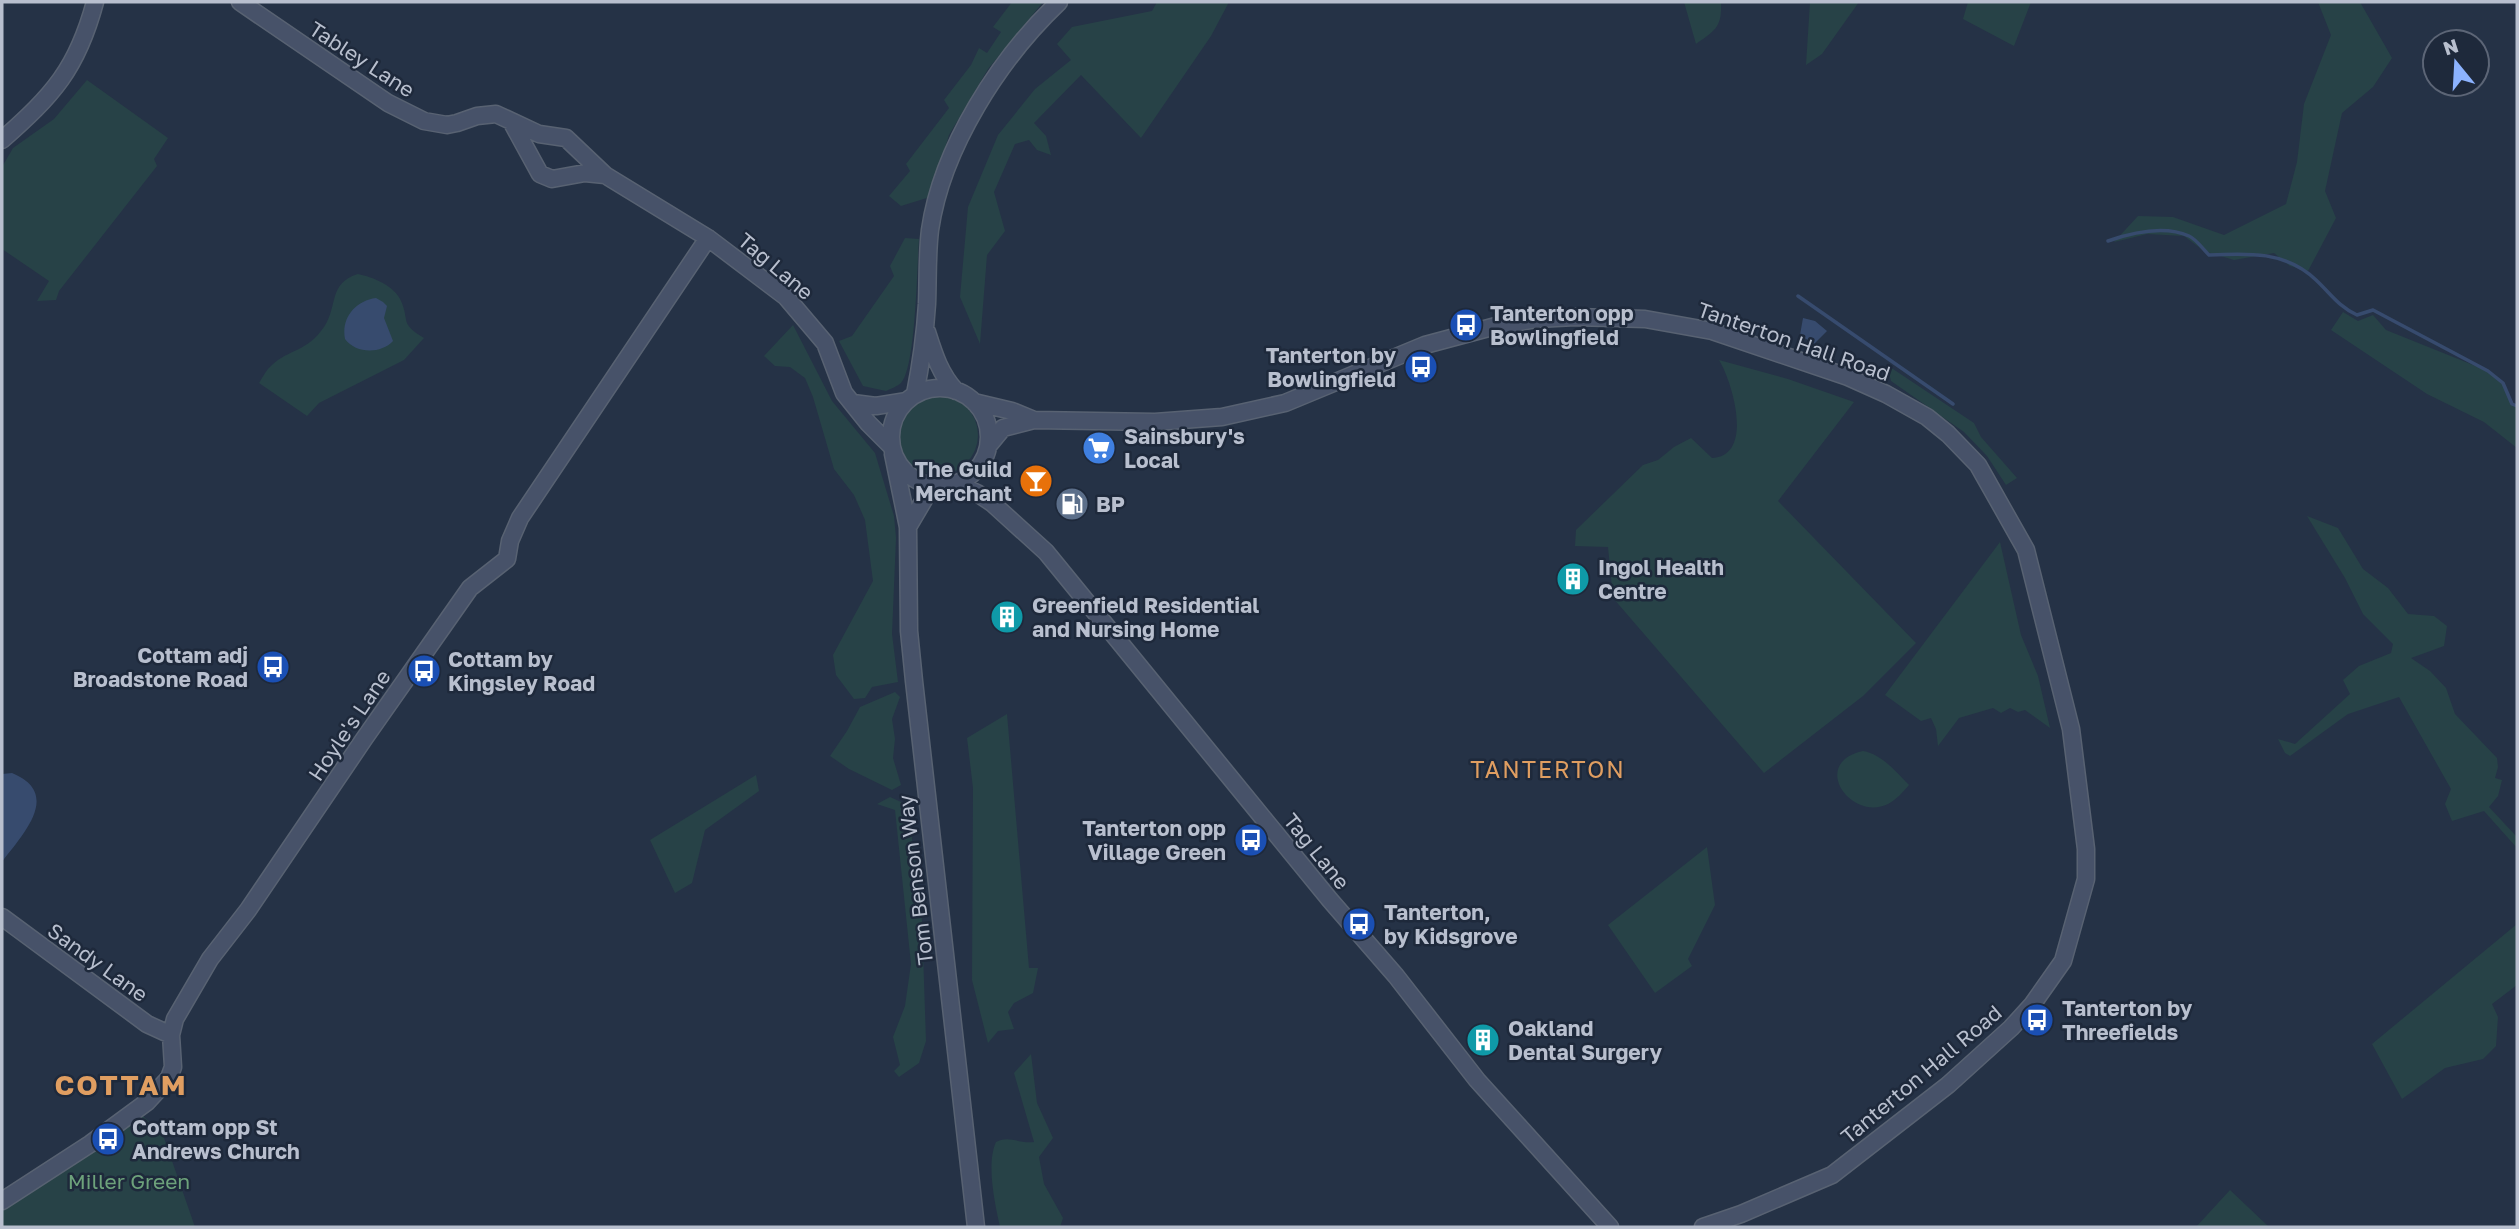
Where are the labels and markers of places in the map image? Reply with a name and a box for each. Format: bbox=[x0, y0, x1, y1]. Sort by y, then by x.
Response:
place label: Tanterton opp Bowlingfield bbox=[1490, 300, 1634, 350]
bus stop icon: Tanterton opp Bowlingfield bbox=[1447, 306, 1485, 344]
place label: Tanterton by Bowlingfield bbox=[1266, 342, 1396, 392]
bus stop icon: Tanterton by Bowlingfield bbox=[1402, 348, 1440, 386]
place label: Sainsbury's Local bbox=[1124, 423, 1245, 473]
supermarket icon: Sainsbury's Local bbox=[1080, 429, 1118, 467]
place label: The Guild Merchant bbox=[914, 456, 1012, 506]
bar icon: The Guild Merchant bbox=[1017, 462, 1055, 500]
fuel station icon: BP bbox=[1053, 485, 1091, 523]
place label: BP bbox=[1096, 491, 1125, 517]
place label: Ingol Health Centre bbox=[1598, 554, 1724, 604]
building icon: Ingol Health Centre bbox=[1554, 560, 1592, 598]
place label: Greenfield Residential and Nursing Home bbox=[1032, 592, 1259, 642]
building icon: Greenfield Residential and Nursing Home bbox=[988, 598, 1026, 636]
place label: Cottam adj Broadstone Road bbox=[73, 642, 248, 692]
place label: Cottam by Kingsley Road bbox=[448, 646, 595, 696]
bus stop icon: Cottam adj Broadstone Road bbox=[254, 648, 292, 686]
bus stop icon: Cottam by Kingsley Road bbox=[405, 652, 443, 690]
place label: Tanterton opp Village Green bbox=[1082, 815, 1226, 865]
bus stop icon: Tanterton opp Village Green bbox=[1232, 821, 1270, 859]
place label: Tanterton, by Kidsgrove bbox=[1384, 899, 1518, 949]
bus stop icon: Tanterton, by Kidsgrove bbox=[1340, 905, 1378, 943]
place label: Tanterton by Threefields bbox=[2062, 995, 2193, 1045]
bus stop icon: Tanterton by Threefields bbox=[2018, 1001, 2056, 1039]
place label: Oakland Dental Surgery bbox=[1508, 1015, 1662, 1065]
building icon: Oakland Dental Surgery bbox=[1464, 1021, 1502, 1059]
place label: Cottam opp St Andrews Church bbox=[132, 1114, 300, 1164]
bus stop icon: Cottam opp St Andrews Church bbox=[89, 1120, 127, 1158]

- DIRECTIONS -
Scan the material above. Extract every line in which the word "Home" occurs.

- SOLUTION FOR THIS PROBLEM -
place label: Greenfield Residential and Nursing Home bbox=[1032, 592, 1259, 642]
building icon: Greenfield Residential and Nursing Home bbox=[988, 598, 1026, 636]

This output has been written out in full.